▶ _BRIEF_: Write the data out again exactly, with no pictures.
---- INFORMATION PROVIDED
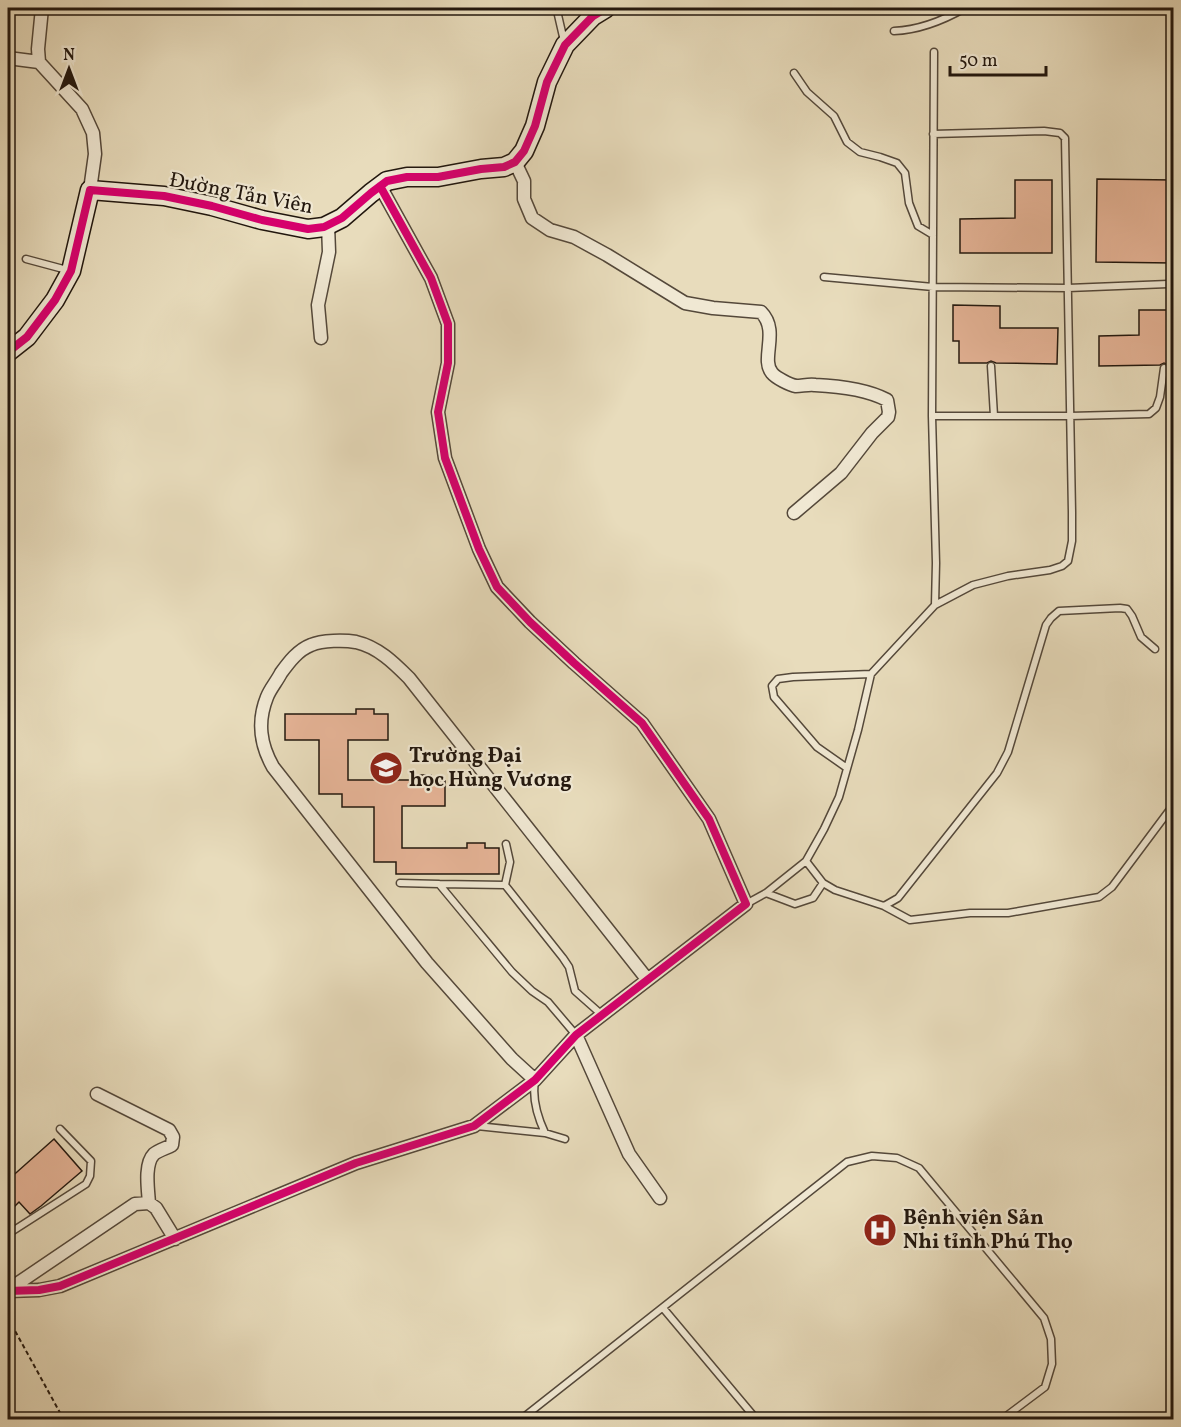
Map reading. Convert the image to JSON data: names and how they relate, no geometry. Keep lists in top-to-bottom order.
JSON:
{
  "streets": {
    "street": ["Đường Tản Viên"]
  },
  "places": {
    "school or university": ["Trường Đại học Hùng Vương"],
    "hospital": ["Bệnh viện Sản Nhi tỉnh Phú Thọ"]
  },
  "scale_bar": "50 m",
  "north": "top"
}
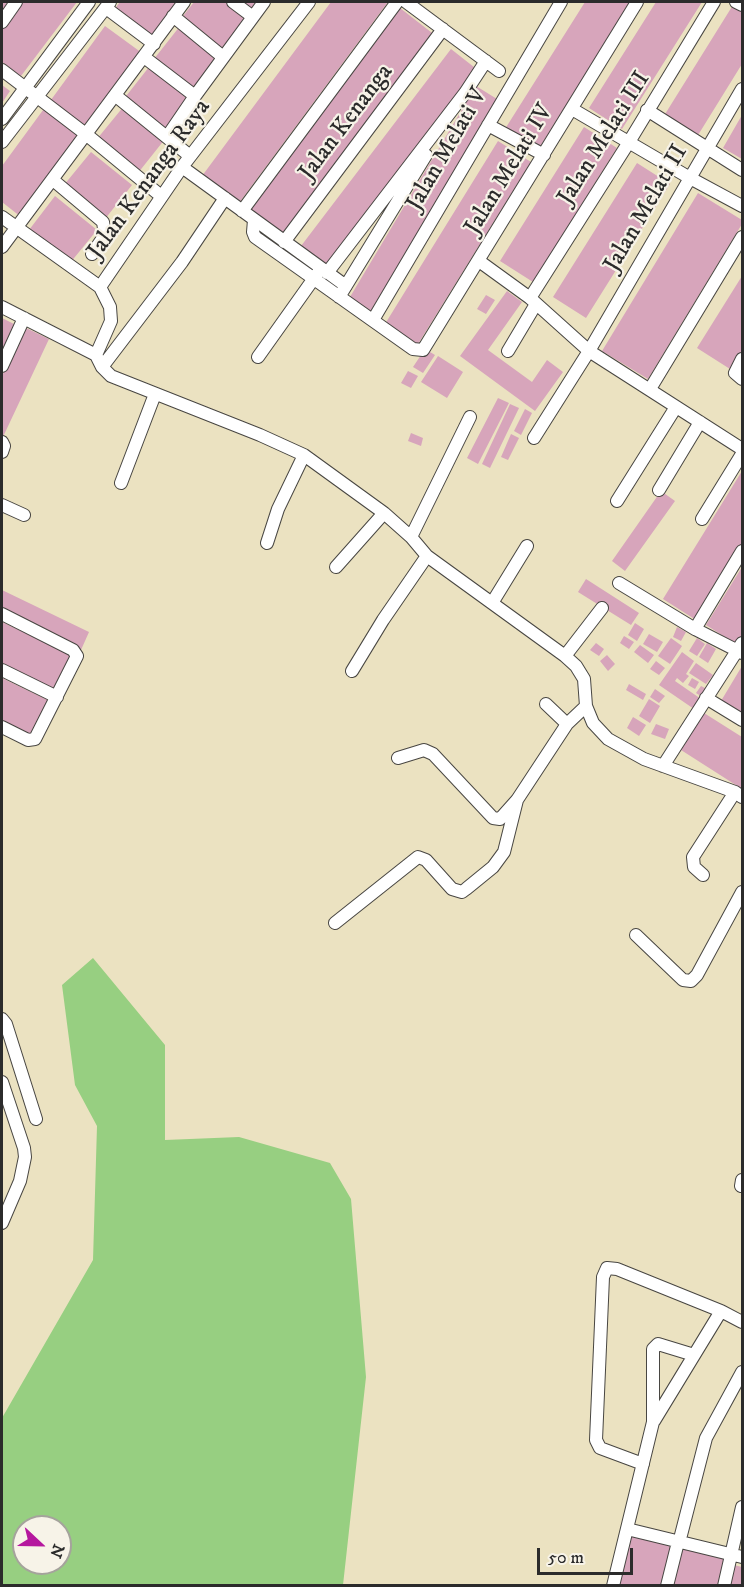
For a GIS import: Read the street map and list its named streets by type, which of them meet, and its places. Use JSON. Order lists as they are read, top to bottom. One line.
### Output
{"streets":{"street":["Jalan Kenanga","Jalan Melati III","Jalan Melati V","Jalan Melati IV","Jalan Kenanga Raya","Jalan Melati II"]},"crossings":[["Jalan Melati V","Jalan Melati IV"]],"scale_bar":"50 m","north":"right"}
--------
▶ _EXERCISE RESPONSE_:
Map reading. Convert the image to JSON data: names and how they relate, no geometry. Keep lists in top-to-bottom order.
JSON:
{
  "streets": {
    "street": ["Đường Tản Viên"]
  },
  "places": {
    "school or university": ["Trường Đại học Hùng Vương"],
    "hospital": ["Bệnh viện Sản Nhi tỉnh Phú Thọ"]
  },
  "scale_bar": "50 m",
  "north": "top"
}
For a GIS import: Read the street map and list its named streets by type, which of them meet, and its places. Use JSON. Order lists as they are read, top to bottom. One line.
### Output
{"streets":{"street":["Jalan Kenanga","Jalan Melati III","Jalan Melati V","Jalan Melati IV","Jalan Kenanga Raya","Jalan Melati II"]},"crossings":[["Jalan Melati V","Jalan Melati IV"]],"scale_bar":"50 m","north":"right"}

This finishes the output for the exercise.